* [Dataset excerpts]
● ● ● ● ● ● ●

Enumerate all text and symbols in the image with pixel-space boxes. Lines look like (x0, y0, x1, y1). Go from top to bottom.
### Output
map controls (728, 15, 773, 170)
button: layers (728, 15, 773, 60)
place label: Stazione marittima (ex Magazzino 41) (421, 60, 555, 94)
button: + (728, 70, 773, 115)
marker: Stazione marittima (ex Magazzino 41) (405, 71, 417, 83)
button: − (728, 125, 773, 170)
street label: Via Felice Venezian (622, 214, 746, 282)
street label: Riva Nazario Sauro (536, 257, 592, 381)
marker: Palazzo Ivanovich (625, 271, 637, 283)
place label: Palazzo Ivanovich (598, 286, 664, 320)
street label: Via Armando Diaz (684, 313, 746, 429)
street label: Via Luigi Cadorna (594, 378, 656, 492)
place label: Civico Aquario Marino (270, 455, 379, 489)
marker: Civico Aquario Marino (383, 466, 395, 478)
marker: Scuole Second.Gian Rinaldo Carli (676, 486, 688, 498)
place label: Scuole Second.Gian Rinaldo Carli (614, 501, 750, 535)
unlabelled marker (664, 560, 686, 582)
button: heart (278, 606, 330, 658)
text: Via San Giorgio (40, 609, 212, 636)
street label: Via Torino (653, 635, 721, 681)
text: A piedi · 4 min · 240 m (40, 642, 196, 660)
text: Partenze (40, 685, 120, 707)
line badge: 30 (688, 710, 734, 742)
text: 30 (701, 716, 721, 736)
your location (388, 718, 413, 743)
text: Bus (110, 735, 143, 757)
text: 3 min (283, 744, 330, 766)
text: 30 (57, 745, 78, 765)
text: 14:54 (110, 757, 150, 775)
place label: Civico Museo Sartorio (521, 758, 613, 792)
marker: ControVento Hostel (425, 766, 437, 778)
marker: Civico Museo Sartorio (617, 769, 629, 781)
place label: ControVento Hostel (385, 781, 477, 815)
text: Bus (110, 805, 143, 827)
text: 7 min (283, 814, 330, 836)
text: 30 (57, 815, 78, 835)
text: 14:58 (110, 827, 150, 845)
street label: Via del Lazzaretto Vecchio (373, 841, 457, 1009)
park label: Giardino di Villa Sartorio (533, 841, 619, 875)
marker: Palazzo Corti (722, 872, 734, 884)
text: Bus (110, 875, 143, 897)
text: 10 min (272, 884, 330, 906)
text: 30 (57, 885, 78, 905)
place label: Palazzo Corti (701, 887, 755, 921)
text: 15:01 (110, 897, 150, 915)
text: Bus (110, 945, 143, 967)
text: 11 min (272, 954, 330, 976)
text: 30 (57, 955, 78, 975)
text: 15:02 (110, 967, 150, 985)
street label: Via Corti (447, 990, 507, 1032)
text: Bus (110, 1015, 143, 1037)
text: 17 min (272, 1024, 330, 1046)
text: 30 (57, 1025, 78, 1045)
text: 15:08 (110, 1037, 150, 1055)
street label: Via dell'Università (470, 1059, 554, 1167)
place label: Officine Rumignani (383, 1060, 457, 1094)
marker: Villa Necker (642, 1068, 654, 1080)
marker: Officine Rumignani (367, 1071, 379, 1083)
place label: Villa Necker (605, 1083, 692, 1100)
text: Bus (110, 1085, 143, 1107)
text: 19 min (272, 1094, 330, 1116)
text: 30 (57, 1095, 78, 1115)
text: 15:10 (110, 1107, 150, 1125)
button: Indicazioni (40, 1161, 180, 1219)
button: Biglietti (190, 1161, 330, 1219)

● ● ● ● ● ● ●

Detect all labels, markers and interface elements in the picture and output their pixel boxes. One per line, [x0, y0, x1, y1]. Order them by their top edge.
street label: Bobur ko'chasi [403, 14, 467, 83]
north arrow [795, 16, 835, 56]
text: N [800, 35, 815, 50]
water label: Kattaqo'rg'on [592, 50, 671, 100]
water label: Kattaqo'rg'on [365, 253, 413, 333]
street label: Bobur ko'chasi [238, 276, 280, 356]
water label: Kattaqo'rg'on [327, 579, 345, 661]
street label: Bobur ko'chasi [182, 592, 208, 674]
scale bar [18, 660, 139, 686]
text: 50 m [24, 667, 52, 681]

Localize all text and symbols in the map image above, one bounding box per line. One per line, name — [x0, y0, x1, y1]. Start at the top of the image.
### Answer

● ● ● ● ● ● ●

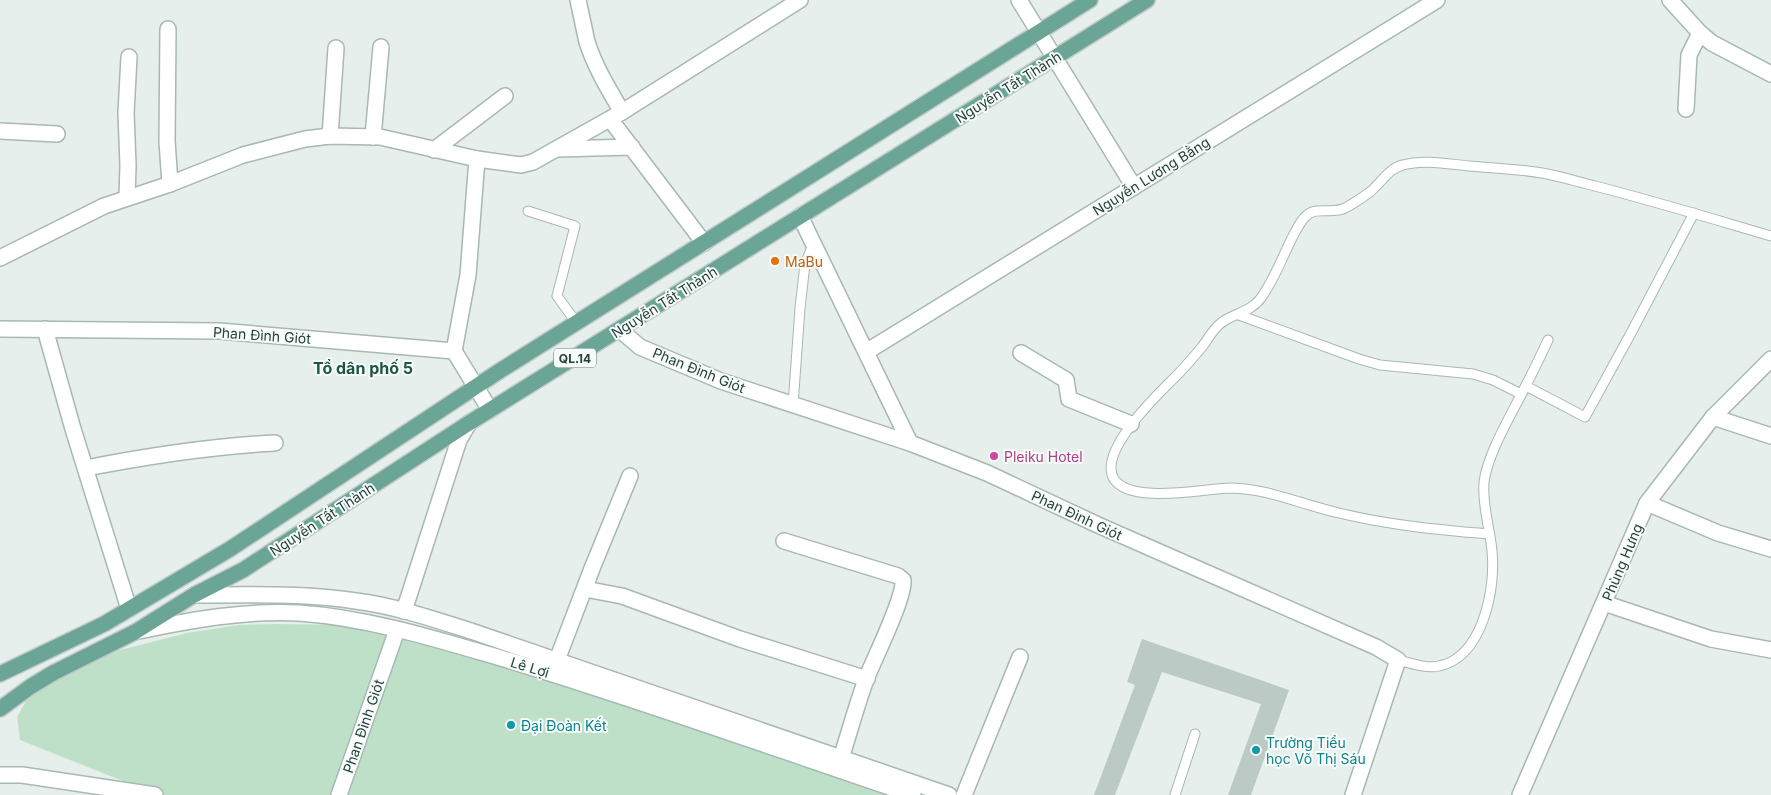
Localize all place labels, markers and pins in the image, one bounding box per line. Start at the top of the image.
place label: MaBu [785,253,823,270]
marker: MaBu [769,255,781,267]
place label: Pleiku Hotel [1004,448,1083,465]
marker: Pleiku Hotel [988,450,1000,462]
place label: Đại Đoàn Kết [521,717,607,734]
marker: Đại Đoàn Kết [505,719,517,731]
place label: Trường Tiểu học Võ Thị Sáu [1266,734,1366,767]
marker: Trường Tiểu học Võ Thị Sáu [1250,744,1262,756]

● ● ● ● ● ● ●

Every line in the records that holds the word "symbols" should be copied into the answer.

* [Task result]
Enumerate all text and symbols in the image with pixel-space boxes. Lines look like (x0, y0, x1, y1). Go from top to bottom.
Localize all text and symbols in the map image above, one bounding box per line. One per line, name — [x0, y0, x1, y1]. Start at the top of the image.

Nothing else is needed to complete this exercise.